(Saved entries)
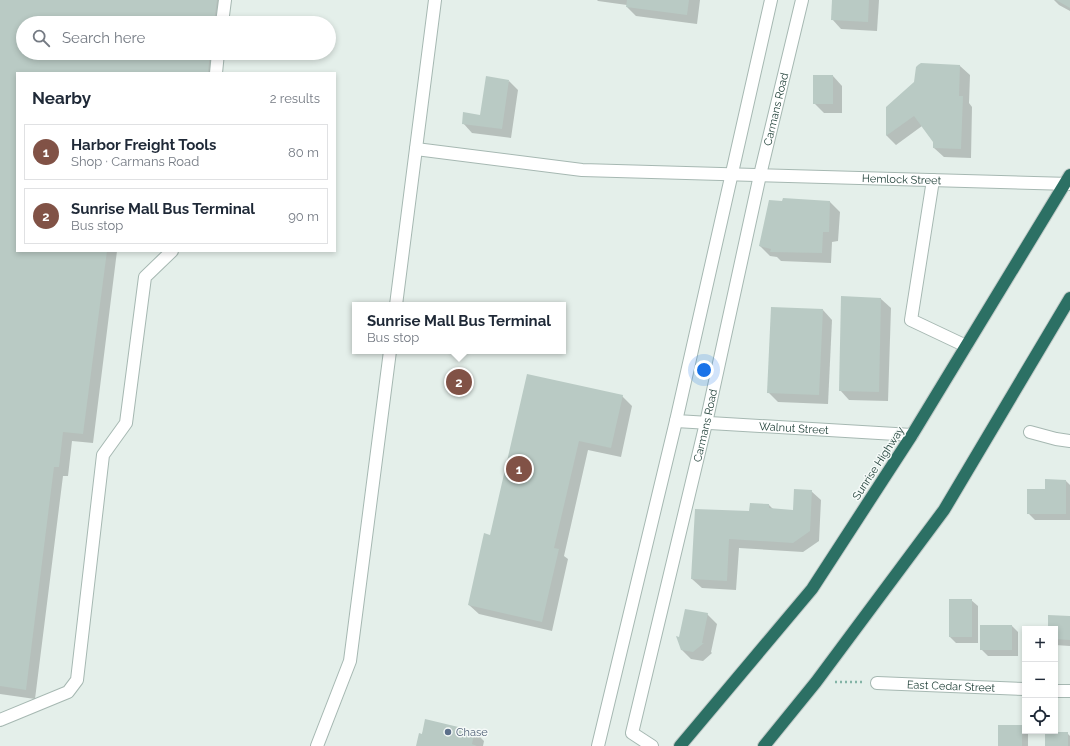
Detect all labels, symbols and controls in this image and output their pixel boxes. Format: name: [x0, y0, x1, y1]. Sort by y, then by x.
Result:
search box: [16, 16, 336, 60]
icon: search: [30, 27, 52, 49]
text: Search here: [62, 29, 145, 47]
street label: Carmans Road: [761, 71, 791, 147]
text: Nearby: [32, 88, 91, 108]
text: 2 results: [270, 91, 320, 106]
text: Harbor Freight Tools: [71, 136, 217, 154]
text: 1: [43, 145, 49, 160]
text: 80 m: [288, 145, 319, 160]
text: Shop · Carmans Road: [71, 154, 199, 169]
street label: Hemlock Street: [862, 172, 942, 187]
text: Sunrise Mall Bus Terminal: [71, 200, 255, 218]
text: 2: [42, 209, 50, 224]
text: 90 m: [288, 209, 319, 224]
text: Bus stop: [71, 218, 123, 233]
popup: [352, 302, 566, 354]
text: Sunrise Mall Bus Terminal: [367, 312, 551, 330]
text: Bus stop: [367, 330, 419, 345]
your location: [694, 360, 714, 380]
pin: 2: [446, 367, 472, 397]
street label: Carmans Road: [691, 388, 720, 463]
street label: Walnut Street: [758, 420, 829, 437]
street label: Sunrise Highway: [850, 424, 907, 502]
pin: 1: [506, 454, 532, 484]
map controls: [1022, 626, 1058, 734]
button: +: [1022, 626, 1058, 662]
button: −: [1022, 662, 1058, 698]
street label: East Cedar Street: [907, 678, 996, 695]
button: locate: [1022, 698, 1058, 734]
place label: Chase: [456, 726, 488, 739]
marker: Chase: [443, 727, 453, 737]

- WHAT IS REQUIRED: Without the pictures, reproduce every line of the records above exactly.

- RESPONSE TO THIS EXERCISE:
Detect all labels, symbols and controls in this image and output their pixel boxes. Format: name: [x0, y0, x1, y1]. Sort by y, then by x.
Result:
search box: [16, 16, 336, 60]
icon: search: [30, 27, 52, 49]
text: Search here: [62, 29, 145, 47]
street label: Carmans Road: [761, 71, 791, 147]
text: Nearby: [32, 88, 91, 108]
text: 2 results: [270, 91, 320, 106]
text: Harbor Freight Tools: [71, 136, 217, 154]
text: 1: [43, 145, 49, 160]
text: 80 m: [288, 145, 319, 160]
text: Shop · Carmans Road: [71, 154, 199, 169]
street label: Hemlock Street: [862, 172, 942, 187]
text: Sunrise Mall Bus Terminal: [71, 200, 255, 218]
text: 2: [42, 209, 50, 224]
text: 90 m: [288, 209, 319, 224]
text: Bus stop: [71, 218, 123, 233]
popup: [352, 302, 566, 354]
text: Sunrise Mall Bus Terminal: [367, 312, 551, 330]
text: Bus stop: [367, 330, 419, 345]
your location: [694, 360, 714, 380]
pin: 2: [446, 367, 472, 397]
street label: Carmans Road: [691, 388, 720, 463]
street label: Walnut Street: [758, 420, 829, 437]
street label: Sunrise Highway: [850, 424, 907, 502]
pin: 1: [506, 454, 532, 484]
map controls: [1022, 626, 1058, 734]
button: +: [1022, 626, 1058, 662]
button: −: [1022, 662, 1058, 698]
street label: East Cedar Street: [907, 678, 996, 695]
button: locate: [1022, 698, 1058, 734]
place label: Chase: [456, 726, 488, 739]
marker: Chase: [443, 727, 453, 737]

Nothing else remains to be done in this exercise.